A few hours ago, the slacktivist looters of our age, aka pirates, received a cease-and-desist letter from the Motion Picture Association's Jan van Voorn, VP of Content Protection. The warning, which Torrent Freak posted in full on the site, asks major torrent link hosts to... stop the copyright infringement already! In other words, it's still more of the same saber rattling we've heard before.

This comes soon after the leaky premiere of the new Game of Thrones season, and only a day after HBO made a blustery splash in the news with a similar type of warning to Periscope for fear of unlawful streams of today's Mayweather-Pacquiao boxing event cropping up on the popular Twitter-owned app.

They'd like the fans of the sport to pay for the privilege instead, or else go to a pub and transfer that cost to the owner - for whom the right to stream the event live rises with the headcount, at a whopping 25 bucks a punter.

1. The pirates' movie coffers are snug, ride high on tech, with easy onboarding

For a glimpse into the bright future of piracy, one need only look at the fast-paced rate at which the app ecosystem is growing. App devs, big players and basement dwellers alike, will not stop coming up with ways to cut out middlemen who push on with tech-unfriendly business models ("ancient" from the Gen-Z POV ). The dervish dev keeps improving the user's in-app - or, for pirate sites, her on-site - experience to the point that the paid moral high ground isn't worth the bother.

The proof is in the popcorn - namely, Popcorn Time's taken off like gangbusters and its recent ISP block in the UK will probably result in proxies and even more traction with the people. Lastly on the comfort front, and what really brings it home for diehard film buffs, the pirates' always updated (crowdsourced) video library is unrivalled - seeing as there's no need to deadhead every month.

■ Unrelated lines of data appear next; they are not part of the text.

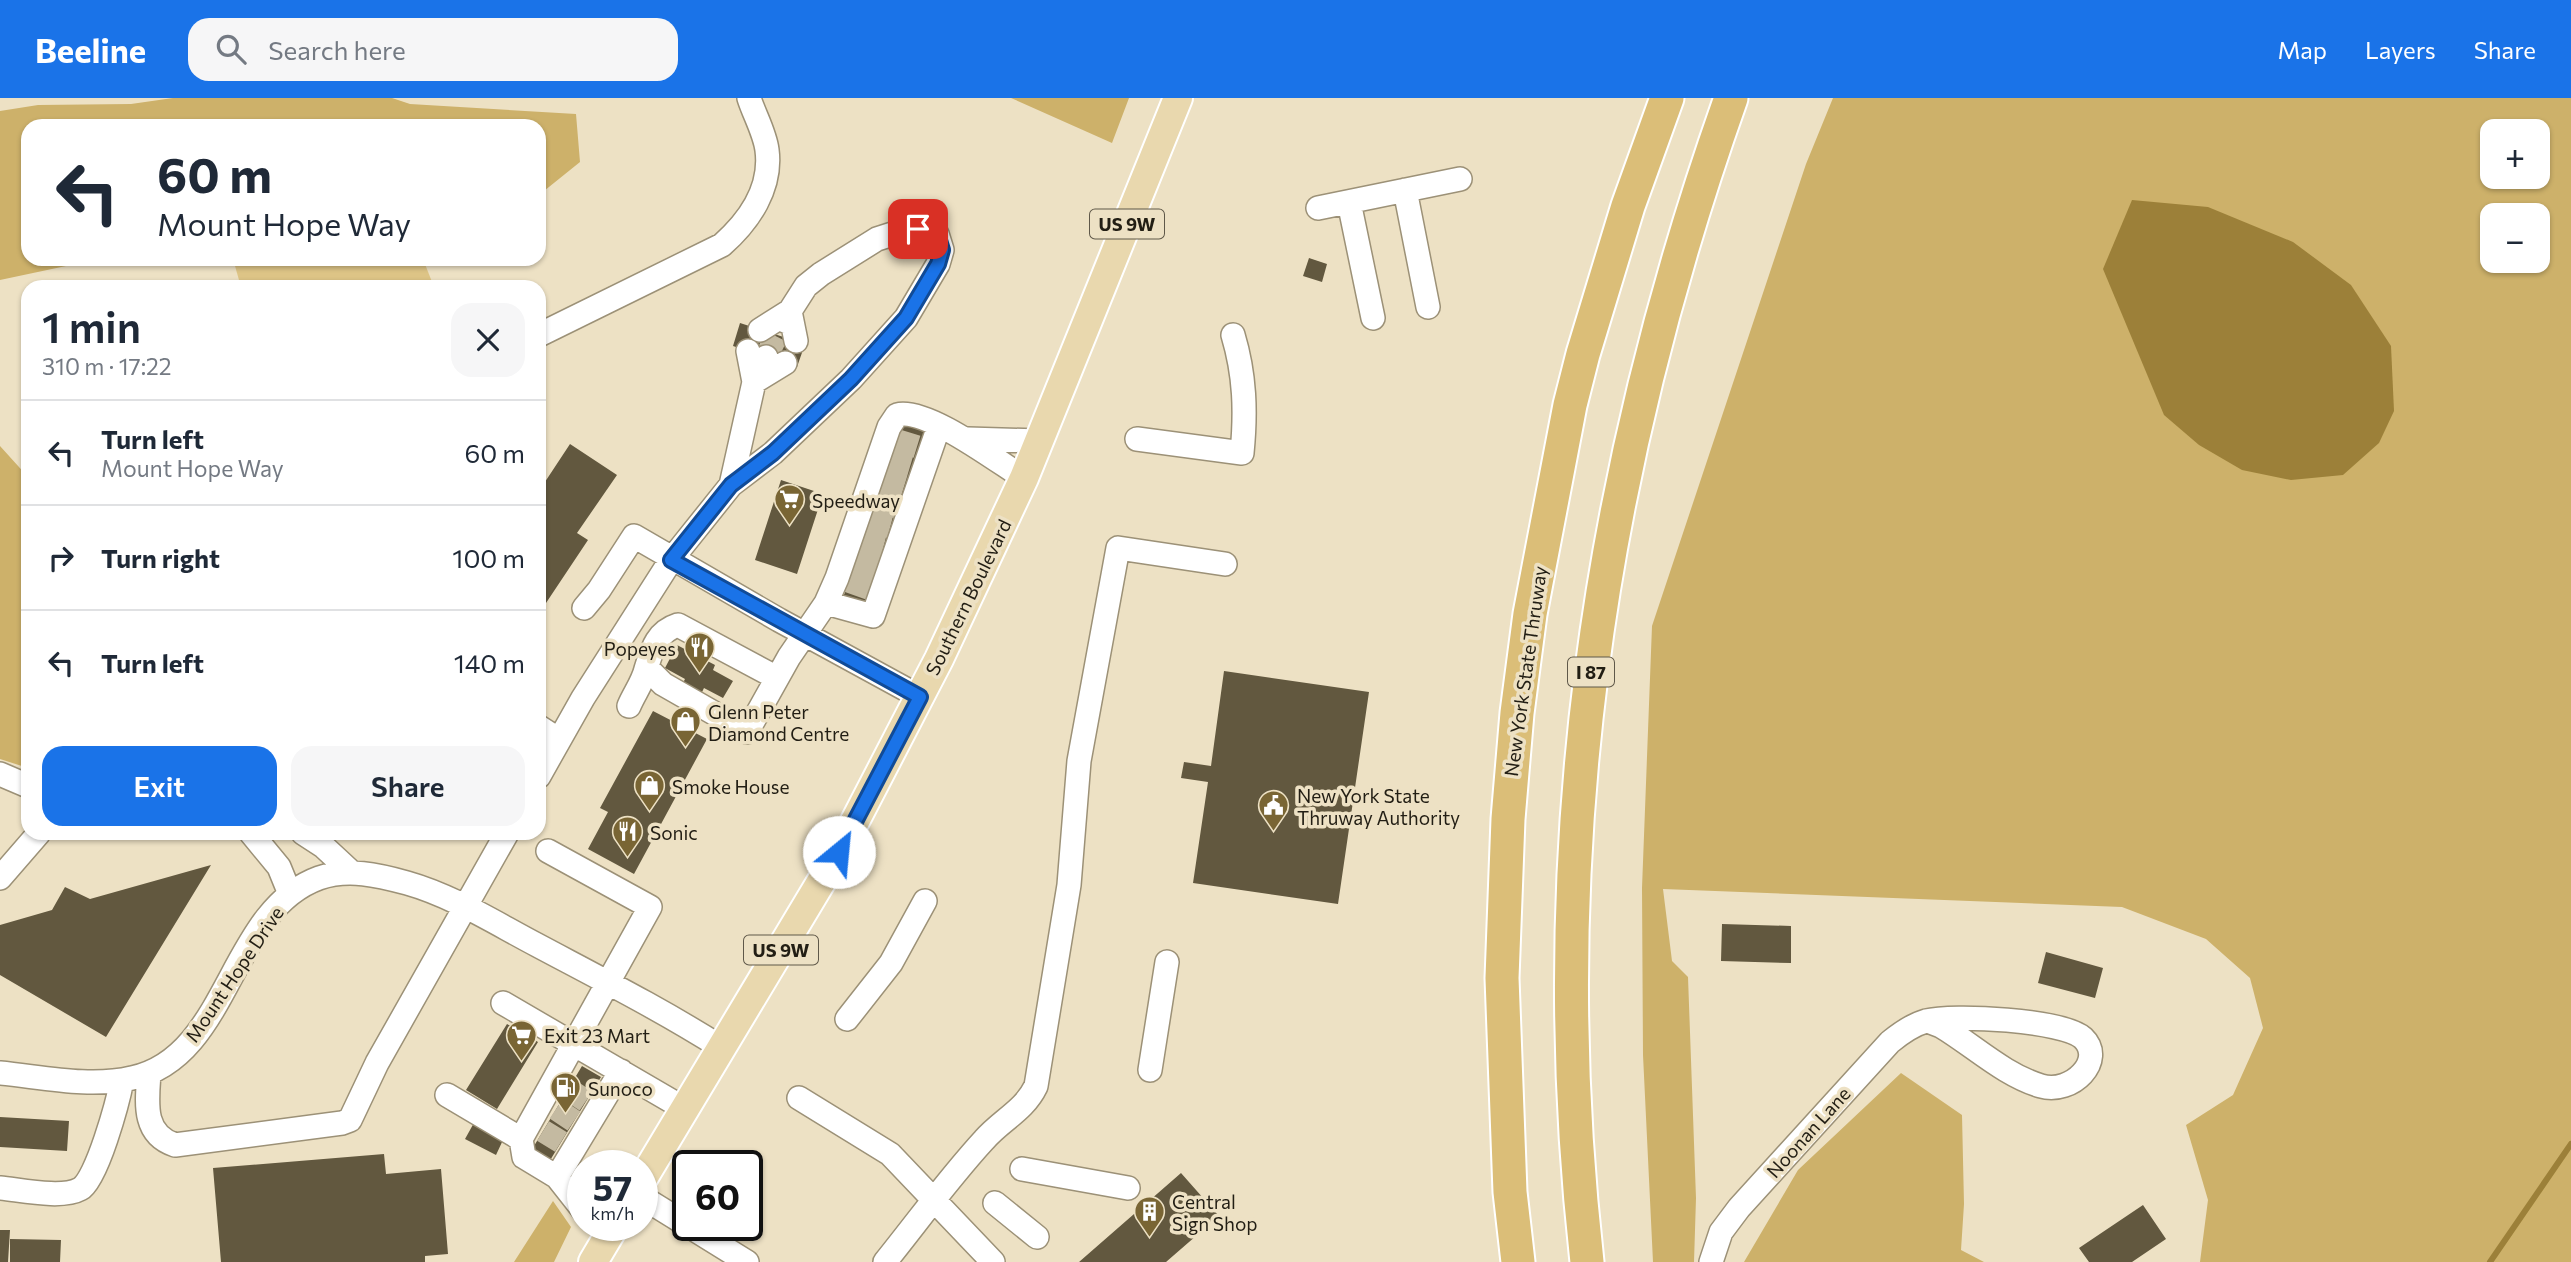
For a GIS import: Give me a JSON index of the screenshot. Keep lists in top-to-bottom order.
{
  "streets": {
    "highway": ["New York State Thruway", "I 87"],
    "main road": ["US 9W", "Southern Boulevard"],
    "street": ["Mount Hope Drive", "Noonan Lane"]
  },
  "crossings": [
    ["Southern Boulevard", "Mount Hope Drive"]
  ],
  "places": {
    "supermarket": ["Speedway", "Exit 23 Mart"],
    "restaurant": ["Popeyes", "Sonic"],
    "shop": ["Glenn Peter Diamond Centre", "Smoke House"],
    "public building": ["New York State Thruway Authority"],
    "fuel station": ["Sunoco"],
    "building": ["Central Sign Shop"]
  },
  "page": {
    "header": "Beeline",
    "search": "Search here",
    "nav": ["Map", "Layers", "Share"],
    "map_buttons": ["+", "−"],
    "turn": ["60 m", "Mount Hope Way"],
    "heading": ["1 min", "310 m · 17:22"],
    "list": [
      {
        "name": "Turn left",
        "note": "Mount Hope Way",
        "value": "60 m"
      },
      {
        "name": "Turn right",
        "value": "100 m"
      },
      {
        "name": "Turn left",
        "value": "140 m"
      }
    ],
    "buttons": ["Exit", "Share"],
    "speed": "57 km/h",
    "limit": "60"
  }
}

2. Flying the pirate flag is a feat of derring-do and a badge of honor

The studios won't win this through the legal channels - case in point, two months after Pirate Bay's severs were seized last December, the site was back online. Those were servers built into a mountain, mind you - because those are the details that live in infamy, that kind of cloak-and-dagger touch can rally hundreds.

When the site's founding pirates were put on trial, the butter-wouldn't-melt defense they mounted might not have served them very well, but TFB APK, the documentary chronicling their fight against the Goliaths, sure did. Challenging pirates on legal grounds is a losing fight for studios not because they don't hold water - but because the pirates have a much stronger track record with netizens.

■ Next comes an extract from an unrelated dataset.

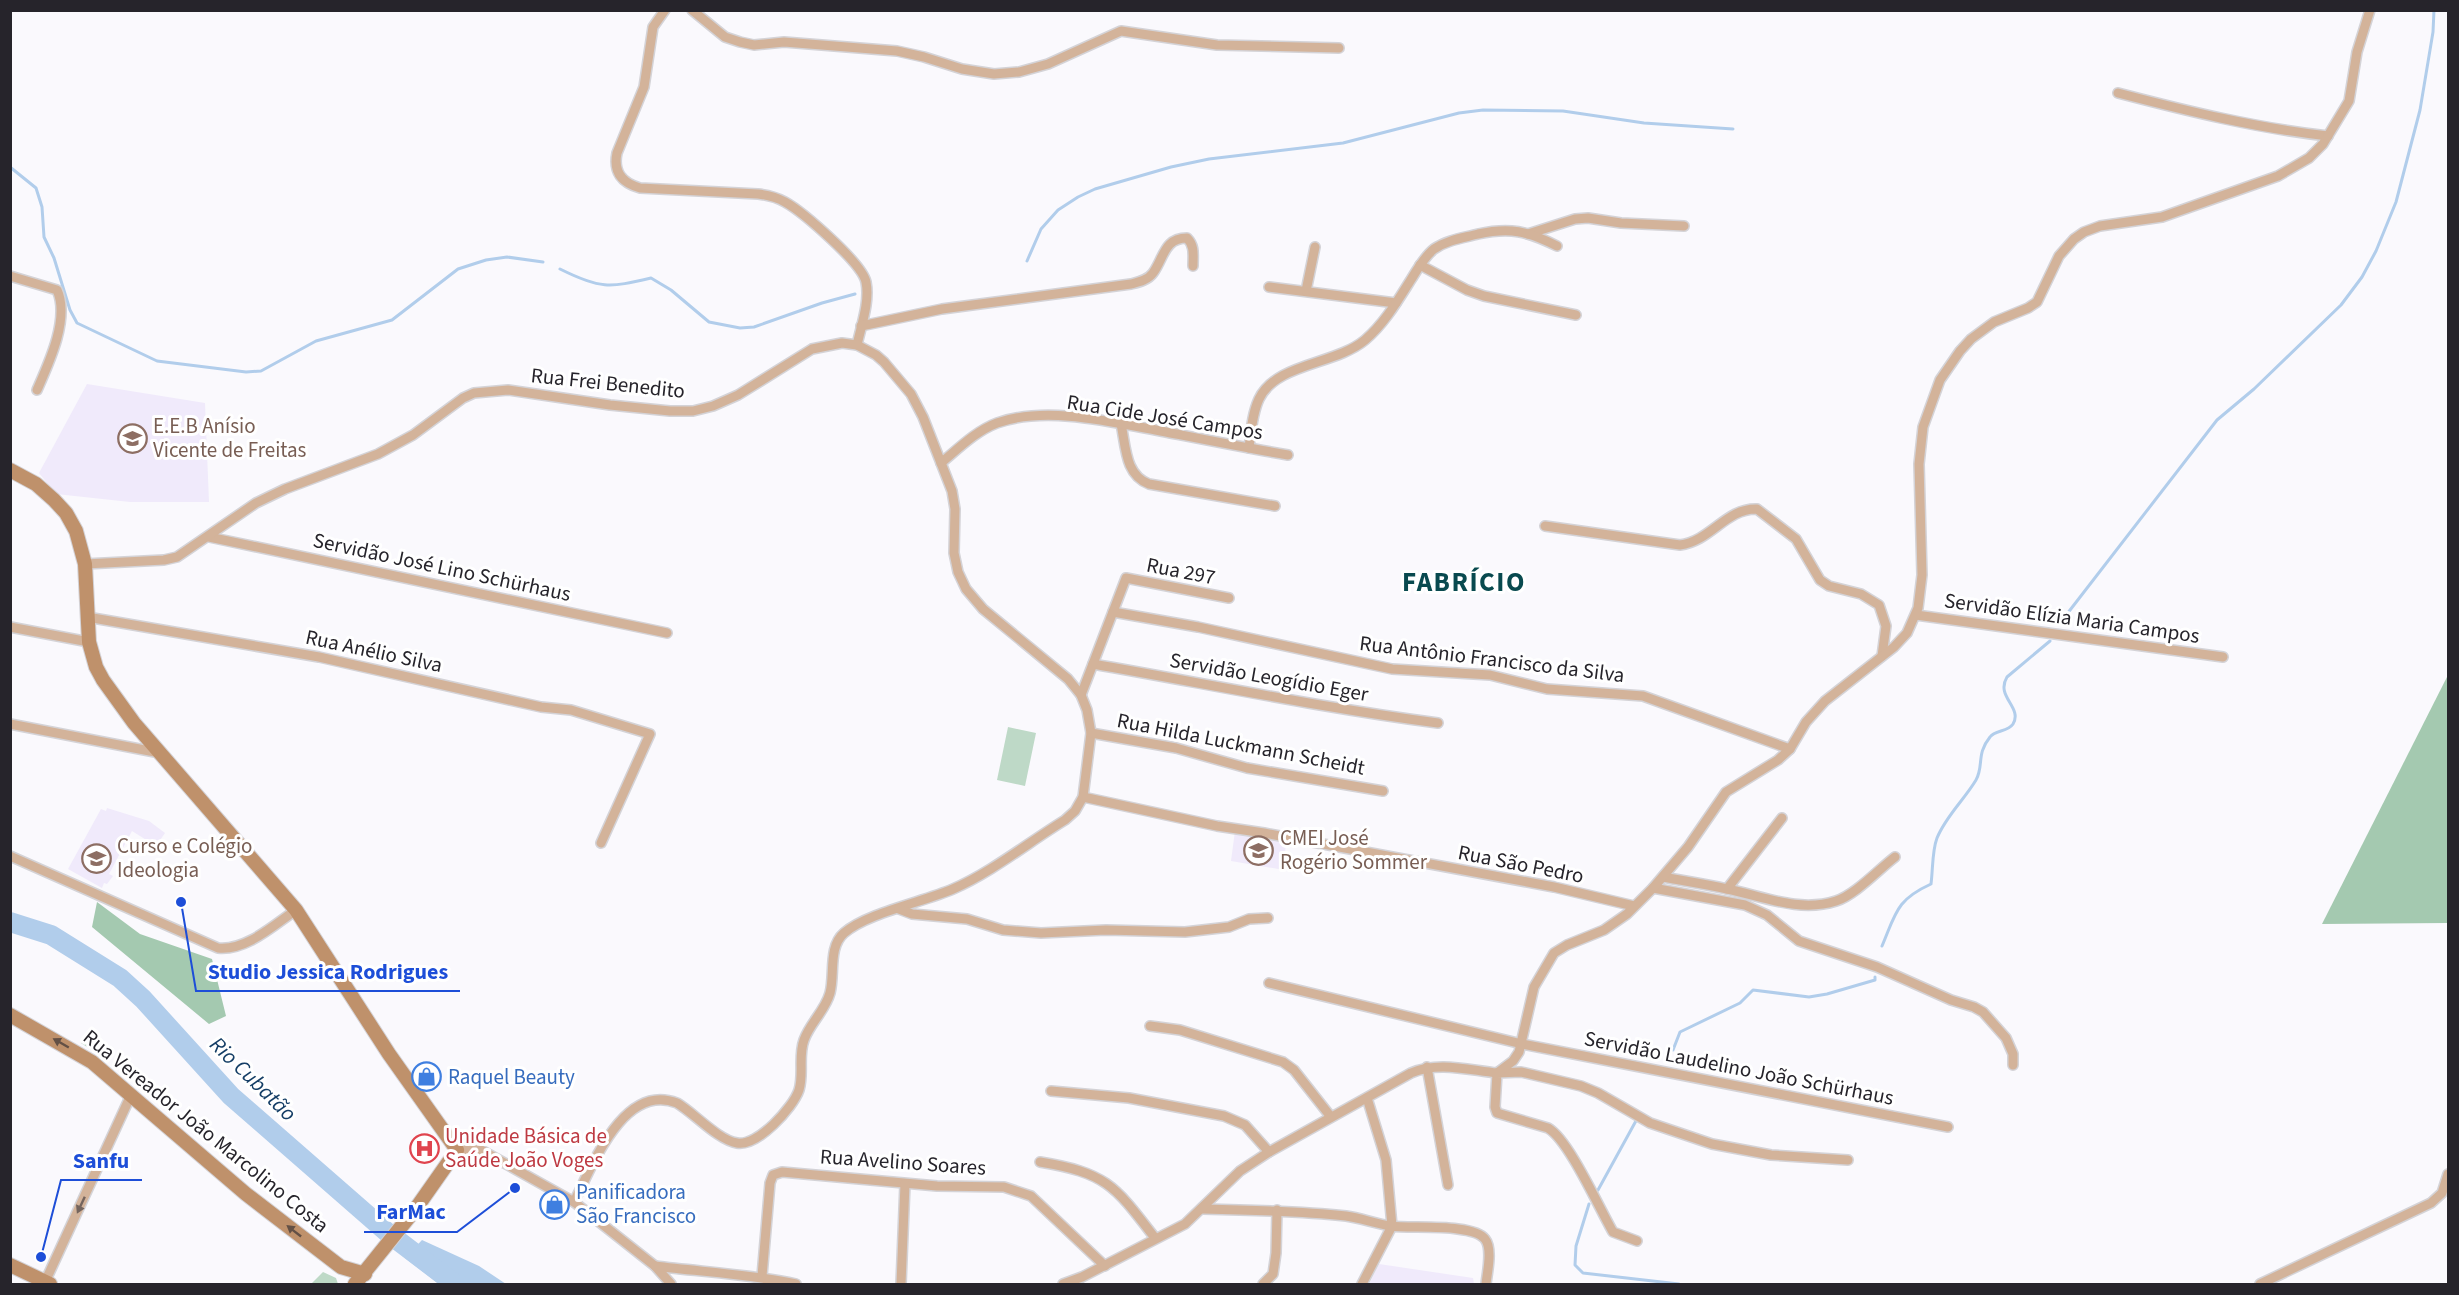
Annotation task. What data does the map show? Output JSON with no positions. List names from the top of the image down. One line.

When studios are seen pushing back against grassroots freebie providers, they're actually digging themselves in a very unpopular hole that we regular folks disdainfully dub "The System." To cap it all off, for most people, copyright or supporting the arts doesn't come into the Saturday-night-binge-session decision - it's really all about the fun, so the most that studio's browbeating can do is alienate.

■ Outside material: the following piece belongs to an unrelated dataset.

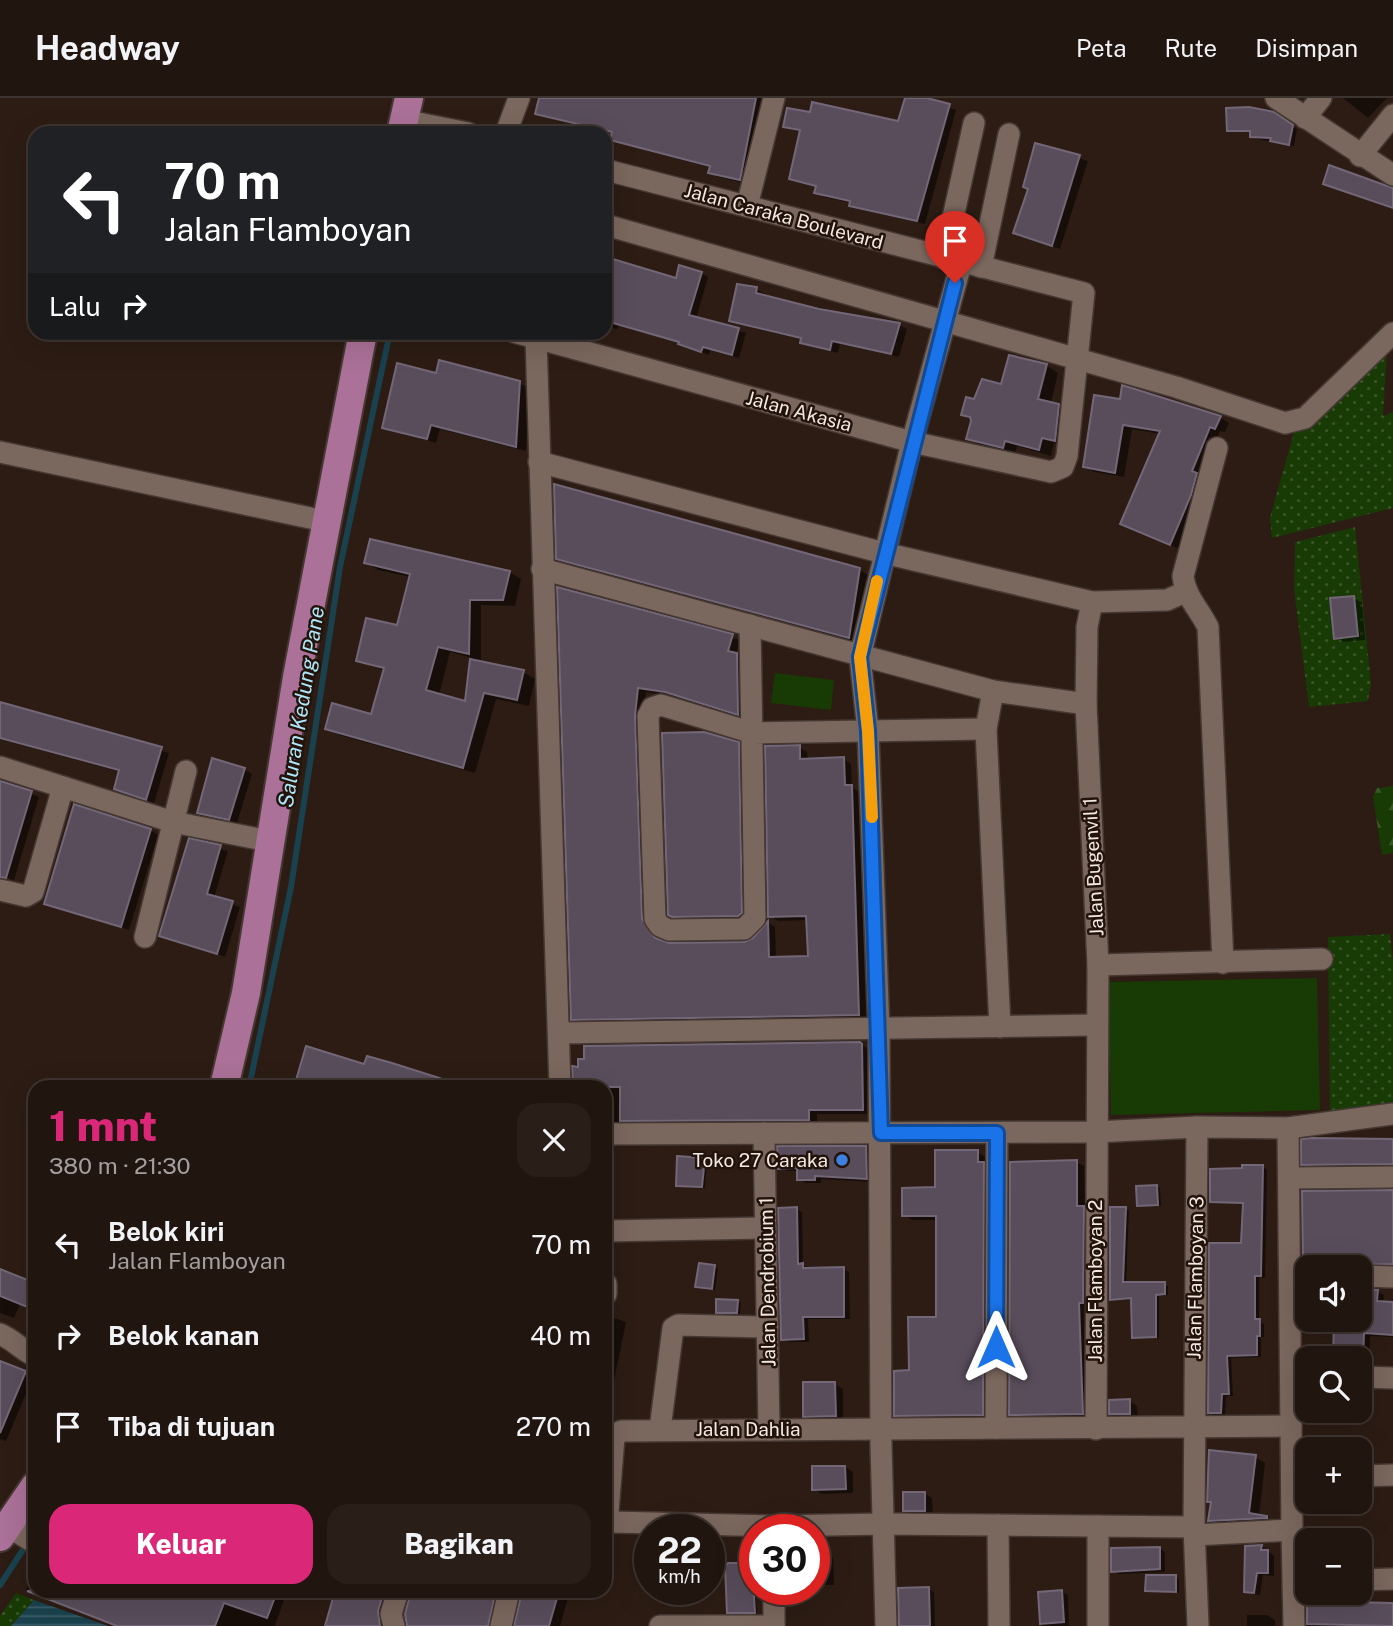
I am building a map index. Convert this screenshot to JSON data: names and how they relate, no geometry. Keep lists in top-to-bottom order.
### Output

A possible avenue that studios and networks will want to explore further on is personalization - a big trend taking over everything from your smartphones to Sephora. The pirate alternatives, where the bulk of the surfing is done undercover by definition and necessity, can't cater to their user by providing that personal touch. But will that be enough? I fear my money's on the indie techies getting there first.